Collected data entries
Start of Block

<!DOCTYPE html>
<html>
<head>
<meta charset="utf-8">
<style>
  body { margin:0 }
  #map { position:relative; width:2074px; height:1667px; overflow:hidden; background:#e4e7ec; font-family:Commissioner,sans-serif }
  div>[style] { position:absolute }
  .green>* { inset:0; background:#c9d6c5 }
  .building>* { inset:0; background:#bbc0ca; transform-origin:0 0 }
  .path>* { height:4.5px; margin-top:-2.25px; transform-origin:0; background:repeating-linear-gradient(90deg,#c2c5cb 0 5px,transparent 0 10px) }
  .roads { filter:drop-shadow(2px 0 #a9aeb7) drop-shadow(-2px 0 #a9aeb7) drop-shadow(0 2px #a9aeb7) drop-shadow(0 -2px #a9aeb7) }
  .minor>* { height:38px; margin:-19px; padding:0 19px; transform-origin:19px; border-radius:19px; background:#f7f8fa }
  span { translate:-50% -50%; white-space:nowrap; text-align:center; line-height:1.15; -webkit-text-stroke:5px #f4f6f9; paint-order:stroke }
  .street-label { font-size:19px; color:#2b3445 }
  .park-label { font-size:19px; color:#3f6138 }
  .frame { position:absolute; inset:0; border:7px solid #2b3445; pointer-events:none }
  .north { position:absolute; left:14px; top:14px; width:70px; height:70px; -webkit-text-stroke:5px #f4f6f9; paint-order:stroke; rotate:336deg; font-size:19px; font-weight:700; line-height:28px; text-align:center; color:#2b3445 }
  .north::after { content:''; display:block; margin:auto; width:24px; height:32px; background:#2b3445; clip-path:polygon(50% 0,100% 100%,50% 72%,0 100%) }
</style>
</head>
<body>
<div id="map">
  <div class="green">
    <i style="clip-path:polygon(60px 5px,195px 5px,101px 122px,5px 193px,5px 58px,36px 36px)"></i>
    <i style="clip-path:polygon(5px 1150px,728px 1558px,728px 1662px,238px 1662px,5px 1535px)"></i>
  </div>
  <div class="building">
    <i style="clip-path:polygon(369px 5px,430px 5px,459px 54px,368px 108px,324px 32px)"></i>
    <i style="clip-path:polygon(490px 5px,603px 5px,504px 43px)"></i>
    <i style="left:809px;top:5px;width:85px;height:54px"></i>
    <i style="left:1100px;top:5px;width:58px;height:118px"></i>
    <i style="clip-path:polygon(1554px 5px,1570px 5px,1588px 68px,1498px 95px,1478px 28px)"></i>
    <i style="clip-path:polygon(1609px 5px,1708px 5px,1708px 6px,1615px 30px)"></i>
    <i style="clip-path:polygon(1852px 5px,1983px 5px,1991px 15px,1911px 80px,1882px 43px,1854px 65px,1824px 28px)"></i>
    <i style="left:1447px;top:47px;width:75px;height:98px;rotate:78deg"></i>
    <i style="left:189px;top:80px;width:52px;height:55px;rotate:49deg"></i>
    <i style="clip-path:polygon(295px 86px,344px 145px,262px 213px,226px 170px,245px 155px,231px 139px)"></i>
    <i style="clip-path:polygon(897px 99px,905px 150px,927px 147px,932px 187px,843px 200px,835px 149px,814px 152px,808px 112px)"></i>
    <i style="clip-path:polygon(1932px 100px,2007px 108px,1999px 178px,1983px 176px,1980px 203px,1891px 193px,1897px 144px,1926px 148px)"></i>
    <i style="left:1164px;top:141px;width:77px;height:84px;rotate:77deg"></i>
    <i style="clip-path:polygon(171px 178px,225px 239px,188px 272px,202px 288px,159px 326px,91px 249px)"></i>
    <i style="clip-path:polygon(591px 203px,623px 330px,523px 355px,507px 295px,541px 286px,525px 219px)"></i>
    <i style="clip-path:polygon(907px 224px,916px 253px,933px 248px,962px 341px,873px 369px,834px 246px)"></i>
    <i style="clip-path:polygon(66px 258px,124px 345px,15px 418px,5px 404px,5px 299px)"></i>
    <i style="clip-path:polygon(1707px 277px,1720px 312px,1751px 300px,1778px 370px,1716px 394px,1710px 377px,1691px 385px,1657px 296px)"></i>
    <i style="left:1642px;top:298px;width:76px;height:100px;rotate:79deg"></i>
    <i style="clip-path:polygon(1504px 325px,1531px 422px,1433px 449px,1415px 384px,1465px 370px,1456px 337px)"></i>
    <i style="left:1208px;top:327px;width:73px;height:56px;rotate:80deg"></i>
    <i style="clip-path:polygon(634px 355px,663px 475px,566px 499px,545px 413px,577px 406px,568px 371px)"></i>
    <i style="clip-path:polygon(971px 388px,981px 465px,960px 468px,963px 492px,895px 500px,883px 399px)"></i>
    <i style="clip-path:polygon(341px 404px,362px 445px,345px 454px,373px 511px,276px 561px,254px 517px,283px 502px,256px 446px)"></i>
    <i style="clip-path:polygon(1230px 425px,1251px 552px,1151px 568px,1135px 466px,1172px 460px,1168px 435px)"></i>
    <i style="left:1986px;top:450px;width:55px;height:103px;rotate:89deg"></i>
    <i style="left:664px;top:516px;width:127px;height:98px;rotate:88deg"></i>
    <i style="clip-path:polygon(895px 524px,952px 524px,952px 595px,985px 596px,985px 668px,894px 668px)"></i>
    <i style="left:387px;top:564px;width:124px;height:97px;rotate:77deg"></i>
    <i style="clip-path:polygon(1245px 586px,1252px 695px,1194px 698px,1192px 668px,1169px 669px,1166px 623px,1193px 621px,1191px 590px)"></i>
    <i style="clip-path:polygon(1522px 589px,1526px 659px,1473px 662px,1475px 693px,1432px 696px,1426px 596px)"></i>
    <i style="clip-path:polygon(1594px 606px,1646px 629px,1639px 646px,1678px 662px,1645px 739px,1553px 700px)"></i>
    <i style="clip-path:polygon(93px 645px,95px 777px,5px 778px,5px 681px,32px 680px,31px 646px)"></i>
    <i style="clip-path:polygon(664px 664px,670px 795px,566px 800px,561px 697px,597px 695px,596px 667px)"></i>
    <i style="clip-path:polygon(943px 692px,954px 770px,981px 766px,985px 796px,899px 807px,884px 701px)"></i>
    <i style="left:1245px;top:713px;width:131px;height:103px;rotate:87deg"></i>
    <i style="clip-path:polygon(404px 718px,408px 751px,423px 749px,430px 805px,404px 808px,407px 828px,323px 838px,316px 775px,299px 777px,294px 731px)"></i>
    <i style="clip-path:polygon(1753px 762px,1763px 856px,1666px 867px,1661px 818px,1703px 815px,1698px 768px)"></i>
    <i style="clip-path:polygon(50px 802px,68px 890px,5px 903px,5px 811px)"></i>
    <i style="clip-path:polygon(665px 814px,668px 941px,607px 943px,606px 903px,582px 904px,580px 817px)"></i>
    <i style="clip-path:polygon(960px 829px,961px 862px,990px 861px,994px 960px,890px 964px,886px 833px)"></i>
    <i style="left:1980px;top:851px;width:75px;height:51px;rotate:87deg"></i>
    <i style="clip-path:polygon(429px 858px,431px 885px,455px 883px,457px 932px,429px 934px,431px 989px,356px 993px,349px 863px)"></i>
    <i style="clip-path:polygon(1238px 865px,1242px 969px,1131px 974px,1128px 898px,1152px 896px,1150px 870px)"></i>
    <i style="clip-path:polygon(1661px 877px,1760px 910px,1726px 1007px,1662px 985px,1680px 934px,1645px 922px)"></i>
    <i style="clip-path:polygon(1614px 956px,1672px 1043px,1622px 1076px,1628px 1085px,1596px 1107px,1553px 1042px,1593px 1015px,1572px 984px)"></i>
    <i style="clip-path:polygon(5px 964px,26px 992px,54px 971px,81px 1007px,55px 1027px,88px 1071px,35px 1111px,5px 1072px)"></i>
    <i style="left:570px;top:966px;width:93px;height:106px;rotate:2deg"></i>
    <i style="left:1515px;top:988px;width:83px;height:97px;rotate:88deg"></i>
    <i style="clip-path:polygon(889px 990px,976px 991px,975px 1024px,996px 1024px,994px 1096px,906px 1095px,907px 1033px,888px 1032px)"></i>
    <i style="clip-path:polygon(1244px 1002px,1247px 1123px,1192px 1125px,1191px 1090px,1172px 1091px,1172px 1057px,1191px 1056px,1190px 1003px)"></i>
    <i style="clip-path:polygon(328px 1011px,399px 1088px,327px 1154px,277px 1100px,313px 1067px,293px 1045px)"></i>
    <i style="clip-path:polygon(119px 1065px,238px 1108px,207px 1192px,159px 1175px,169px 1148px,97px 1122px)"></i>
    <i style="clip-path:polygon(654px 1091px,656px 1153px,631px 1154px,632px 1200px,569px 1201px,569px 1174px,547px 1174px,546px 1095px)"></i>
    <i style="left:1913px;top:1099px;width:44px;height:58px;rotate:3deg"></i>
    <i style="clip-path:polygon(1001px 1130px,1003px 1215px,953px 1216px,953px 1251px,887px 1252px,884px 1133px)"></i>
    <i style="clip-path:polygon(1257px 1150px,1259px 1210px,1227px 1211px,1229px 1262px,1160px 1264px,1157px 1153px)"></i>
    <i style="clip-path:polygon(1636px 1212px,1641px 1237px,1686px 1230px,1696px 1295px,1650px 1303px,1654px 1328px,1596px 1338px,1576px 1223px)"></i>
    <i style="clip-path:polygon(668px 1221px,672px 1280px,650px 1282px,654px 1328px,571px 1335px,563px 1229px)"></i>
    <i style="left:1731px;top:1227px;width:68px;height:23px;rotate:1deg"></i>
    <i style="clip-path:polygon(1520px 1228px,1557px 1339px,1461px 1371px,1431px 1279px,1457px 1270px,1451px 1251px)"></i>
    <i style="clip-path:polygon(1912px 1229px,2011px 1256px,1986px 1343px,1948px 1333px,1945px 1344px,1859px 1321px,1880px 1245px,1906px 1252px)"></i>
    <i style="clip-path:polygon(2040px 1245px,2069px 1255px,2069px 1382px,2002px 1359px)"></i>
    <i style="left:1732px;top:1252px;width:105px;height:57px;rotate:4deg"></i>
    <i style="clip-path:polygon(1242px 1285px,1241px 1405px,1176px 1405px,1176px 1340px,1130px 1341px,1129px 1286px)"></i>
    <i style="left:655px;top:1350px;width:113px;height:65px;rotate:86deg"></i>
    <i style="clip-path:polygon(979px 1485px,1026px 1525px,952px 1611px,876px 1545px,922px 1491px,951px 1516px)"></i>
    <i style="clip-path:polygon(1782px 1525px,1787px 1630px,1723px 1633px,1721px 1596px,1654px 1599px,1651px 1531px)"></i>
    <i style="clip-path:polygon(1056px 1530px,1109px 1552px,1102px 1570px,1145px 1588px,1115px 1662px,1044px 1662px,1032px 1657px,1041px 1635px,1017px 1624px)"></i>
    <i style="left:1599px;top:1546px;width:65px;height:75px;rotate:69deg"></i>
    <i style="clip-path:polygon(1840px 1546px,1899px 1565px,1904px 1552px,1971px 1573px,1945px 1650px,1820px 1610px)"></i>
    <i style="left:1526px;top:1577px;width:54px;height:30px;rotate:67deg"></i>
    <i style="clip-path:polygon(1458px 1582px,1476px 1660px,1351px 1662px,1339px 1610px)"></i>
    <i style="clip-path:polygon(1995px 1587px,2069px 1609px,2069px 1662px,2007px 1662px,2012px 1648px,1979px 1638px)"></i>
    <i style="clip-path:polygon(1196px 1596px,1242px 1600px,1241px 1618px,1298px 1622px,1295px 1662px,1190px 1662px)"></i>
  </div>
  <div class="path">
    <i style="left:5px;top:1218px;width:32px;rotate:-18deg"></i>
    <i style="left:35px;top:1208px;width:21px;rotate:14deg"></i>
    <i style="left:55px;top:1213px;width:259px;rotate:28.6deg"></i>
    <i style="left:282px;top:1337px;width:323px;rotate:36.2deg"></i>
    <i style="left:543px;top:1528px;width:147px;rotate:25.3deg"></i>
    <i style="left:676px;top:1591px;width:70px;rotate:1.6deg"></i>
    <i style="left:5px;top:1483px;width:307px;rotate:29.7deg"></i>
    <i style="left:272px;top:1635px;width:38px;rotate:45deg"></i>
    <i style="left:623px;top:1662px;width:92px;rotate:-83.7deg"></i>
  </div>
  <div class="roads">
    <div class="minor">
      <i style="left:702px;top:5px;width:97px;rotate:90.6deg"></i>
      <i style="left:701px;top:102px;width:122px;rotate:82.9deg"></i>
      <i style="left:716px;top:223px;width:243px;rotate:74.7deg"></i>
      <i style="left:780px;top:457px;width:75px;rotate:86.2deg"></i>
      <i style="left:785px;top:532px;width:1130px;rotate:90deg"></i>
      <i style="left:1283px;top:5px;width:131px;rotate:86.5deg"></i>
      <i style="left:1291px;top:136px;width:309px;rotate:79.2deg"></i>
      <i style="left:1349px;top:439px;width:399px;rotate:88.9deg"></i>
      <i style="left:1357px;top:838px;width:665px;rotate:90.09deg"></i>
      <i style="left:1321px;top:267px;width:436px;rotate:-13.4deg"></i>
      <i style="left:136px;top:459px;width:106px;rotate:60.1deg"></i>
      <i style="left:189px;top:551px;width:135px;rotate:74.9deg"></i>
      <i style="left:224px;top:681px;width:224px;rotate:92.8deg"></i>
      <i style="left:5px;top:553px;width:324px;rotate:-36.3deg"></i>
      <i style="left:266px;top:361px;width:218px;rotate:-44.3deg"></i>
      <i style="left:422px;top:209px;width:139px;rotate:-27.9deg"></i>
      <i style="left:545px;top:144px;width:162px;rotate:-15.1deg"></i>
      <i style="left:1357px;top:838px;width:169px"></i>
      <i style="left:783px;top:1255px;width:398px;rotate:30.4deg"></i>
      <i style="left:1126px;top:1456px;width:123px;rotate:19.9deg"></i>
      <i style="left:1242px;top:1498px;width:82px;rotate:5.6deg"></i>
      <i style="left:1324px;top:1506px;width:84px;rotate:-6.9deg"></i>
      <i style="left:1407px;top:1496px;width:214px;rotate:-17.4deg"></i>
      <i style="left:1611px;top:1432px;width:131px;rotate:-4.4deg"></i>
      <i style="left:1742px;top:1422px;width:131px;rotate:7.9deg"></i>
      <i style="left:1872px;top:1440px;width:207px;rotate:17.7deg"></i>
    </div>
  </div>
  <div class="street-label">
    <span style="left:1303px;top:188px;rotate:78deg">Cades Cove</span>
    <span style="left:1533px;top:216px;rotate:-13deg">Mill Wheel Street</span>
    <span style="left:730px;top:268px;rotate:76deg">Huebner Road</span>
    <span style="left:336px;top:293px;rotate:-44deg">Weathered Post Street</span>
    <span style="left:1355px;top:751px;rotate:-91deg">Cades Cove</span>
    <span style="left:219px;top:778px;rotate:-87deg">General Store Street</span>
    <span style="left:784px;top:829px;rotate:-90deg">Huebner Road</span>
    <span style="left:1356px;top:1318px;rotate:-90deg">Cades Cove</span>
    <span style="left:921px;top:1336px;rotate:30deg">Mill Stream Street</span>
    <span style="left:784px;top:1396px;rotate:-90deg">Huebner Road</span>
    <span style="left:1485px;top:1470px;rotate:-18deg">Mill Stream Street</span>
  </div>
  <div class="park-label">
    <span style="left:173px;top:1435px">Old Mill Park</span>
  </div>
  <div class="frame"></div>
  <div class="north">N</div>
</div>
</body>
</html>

End of Block

■ TASK TO COMPLETE
The required output is the set of lines from the first line of the data through the line that contains "filter:drop-shadow(2px 0 #a9aeb7)", transcribed exactly.

■ THE ANSWER
<!DOCTYPE html>
<html>
<head>
<meta charset="utf-8">
<style>
  body { margin:0 }
  #map { position:relative; width:2074px; height:1667px; overflow:hidden; background:#e4e7ec; font-family:Commissioner,sans-serif }
  div>[style] { position:absolute }
  .green>* { inset:0; background:#c9d6c5 }
  .building>* { inset:0; background:#bbc0ca; transform-origin:0 0 }
  .path>* { height:4.5px; margin-top:-2.25px; transform-origin:0; background:repeating-linear-gradient(90deg,#c2c5cb 0 5px,transparent 0 10px) }
  .roads { filter:drop-shadow(2px 0 #a9aeb7) drop-shadow(-2px 0 #a9aeb7) drop-shadow(0 2px #a9aeb7) drop-shadow(0 -2px #a9aeb7) }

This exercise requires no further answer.